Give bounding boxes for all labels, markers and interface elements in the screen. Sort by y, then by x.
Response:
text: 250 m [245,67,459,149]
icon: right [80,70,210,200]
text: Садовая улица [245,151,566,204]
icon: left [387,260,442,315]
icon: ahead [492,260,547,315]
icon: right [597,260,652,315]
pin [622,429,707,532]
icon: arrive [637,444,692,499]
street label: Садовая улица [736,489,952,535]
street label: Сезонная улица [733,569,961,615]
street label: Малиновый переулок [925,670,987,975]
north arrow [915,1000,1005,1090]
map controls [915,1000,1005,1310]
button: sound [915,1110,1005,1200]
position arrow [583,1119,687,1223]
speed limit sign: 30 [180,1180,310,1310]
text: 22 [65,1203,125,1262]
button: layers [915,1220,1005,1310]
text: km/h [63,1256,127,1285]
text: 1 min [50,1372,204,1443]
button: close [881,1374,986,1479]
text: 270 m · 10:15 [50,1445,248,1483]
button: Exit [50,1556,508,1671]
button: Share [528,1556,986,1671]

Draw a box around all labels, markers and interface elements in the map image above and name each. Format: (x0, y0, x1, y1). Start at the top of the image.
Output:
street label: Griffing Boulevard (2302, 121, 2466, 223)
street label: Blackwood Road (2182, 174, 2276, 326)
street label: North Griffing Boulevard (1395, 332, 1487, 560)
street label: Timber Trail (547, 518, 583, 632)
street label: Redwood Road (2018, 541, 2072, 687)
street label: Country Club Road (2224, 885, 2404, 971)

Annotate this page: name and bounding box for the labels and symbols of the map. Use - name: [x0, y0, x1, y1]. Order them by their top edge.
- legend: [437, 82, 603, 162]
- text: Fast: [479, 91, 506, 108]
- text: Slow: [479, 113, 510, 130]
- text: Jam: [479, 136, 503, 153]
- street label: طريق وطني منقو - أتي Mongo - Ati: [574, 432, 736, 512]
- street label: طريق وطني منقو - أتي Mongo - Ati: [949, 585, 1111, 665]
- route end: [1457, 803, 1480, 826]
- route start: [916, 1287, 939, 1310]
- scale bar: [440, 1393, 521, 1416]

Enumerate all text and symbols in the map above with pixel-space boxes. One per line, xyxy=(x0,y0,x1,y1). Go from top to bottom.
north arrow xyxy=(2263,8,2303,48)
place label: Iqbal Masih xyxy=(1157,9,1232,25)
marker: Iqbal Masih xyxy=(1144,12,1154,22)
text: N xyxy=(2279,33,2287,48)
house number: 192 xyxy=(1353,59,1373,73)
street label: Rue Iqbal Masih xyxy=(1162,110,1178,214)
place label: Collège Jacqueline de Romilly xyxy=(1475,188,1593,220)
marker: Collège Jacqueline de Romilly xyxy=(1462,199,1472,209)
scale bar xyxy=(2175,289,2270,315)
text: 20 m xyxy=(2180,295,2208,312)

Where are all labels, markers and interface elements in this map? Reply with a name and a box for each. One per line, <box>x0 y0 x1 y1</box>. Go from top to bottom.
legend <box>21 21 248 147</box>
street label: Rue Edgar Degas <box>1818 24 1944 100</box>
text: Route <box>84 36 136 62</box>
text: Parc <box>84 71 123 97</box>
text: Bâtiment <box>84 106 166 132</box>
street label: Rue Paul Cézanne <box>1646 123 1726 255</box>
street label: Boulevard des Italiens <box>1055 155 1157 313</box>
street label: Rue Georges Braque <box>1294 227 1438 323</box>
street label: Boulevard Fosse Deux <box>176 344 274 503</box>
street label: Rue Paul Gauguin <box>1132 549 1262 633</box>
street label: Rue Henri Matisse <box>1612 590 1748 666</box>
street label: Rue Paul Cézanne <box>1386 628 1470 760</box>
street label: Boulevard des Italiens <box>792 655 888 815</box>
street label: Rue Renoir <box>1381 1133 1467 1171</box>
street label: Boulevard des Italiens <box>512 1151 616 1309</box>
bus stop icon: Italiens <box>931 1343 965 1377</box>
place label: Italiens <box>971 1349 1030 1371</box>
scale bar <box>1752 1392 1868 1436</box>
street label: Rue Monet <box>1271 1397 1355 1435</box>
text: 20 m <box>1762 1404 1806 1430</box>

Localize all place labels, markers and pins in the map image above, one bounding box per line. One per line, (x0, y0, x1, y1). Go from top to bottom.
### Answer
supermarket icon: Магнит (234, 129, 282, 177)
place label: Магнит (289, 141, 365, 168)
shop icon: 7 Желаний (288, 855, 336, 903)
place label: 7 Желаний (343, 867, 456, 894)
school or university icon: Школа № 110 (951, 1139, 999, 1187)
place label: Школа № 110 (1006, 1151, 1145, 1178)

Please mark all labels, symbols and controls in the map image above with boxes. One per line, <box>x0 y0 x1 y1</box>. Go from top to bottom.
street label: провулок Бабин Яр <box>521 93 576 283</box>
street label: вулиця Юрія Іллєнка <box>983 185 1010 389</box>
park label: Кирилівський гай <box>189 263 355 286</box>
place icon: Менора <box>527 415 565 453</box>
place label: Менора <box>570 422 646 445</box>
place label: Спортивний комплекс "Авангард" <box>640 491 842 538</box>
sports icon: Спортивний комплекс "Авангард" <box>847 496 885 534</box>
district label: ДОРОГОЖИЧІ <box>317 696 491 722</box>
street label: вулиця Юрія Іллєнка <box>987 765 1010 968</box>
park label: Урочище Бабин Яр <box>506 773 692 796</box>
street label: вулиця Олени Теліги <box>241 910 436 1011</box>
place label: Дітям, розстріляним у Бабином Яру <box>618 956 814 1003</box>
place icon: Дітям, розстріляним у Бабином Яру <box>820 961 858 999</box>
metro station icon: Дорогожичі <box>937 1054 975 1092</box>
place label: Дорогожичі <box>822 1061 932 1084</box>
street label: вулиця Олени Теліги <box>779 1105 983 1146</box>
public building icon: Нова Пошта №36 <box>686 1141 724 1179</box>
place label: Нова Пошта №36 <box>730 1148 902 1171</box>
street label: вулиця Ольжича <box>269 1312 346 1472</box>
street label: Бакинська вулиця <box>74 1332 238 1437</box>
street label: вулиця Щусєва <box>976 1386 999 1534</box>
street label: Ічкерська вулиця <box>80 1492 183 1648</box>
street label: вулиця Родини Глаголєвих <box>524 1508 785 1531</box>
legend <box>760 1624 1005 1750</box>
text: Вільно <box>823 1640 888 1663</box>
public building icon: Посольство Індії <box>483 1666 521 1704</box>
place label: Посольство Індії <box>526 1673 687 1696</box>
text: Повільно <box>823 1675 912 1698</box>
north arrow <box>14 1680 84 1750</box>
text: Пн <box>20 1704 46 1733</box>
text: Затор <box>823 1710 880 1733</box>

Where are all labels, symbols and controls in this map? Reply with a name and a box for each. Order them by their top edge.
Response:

::::::::::

What you will do. Once you reach the line that contains "Where are all labels, symbols", transcribe it and all remaining lines of the listing exactly; skip everything before it.

Written solution.
Where are all labels, symbols and controls in this map? Reply with a name and a box for each. Order them by their top edge.
Response:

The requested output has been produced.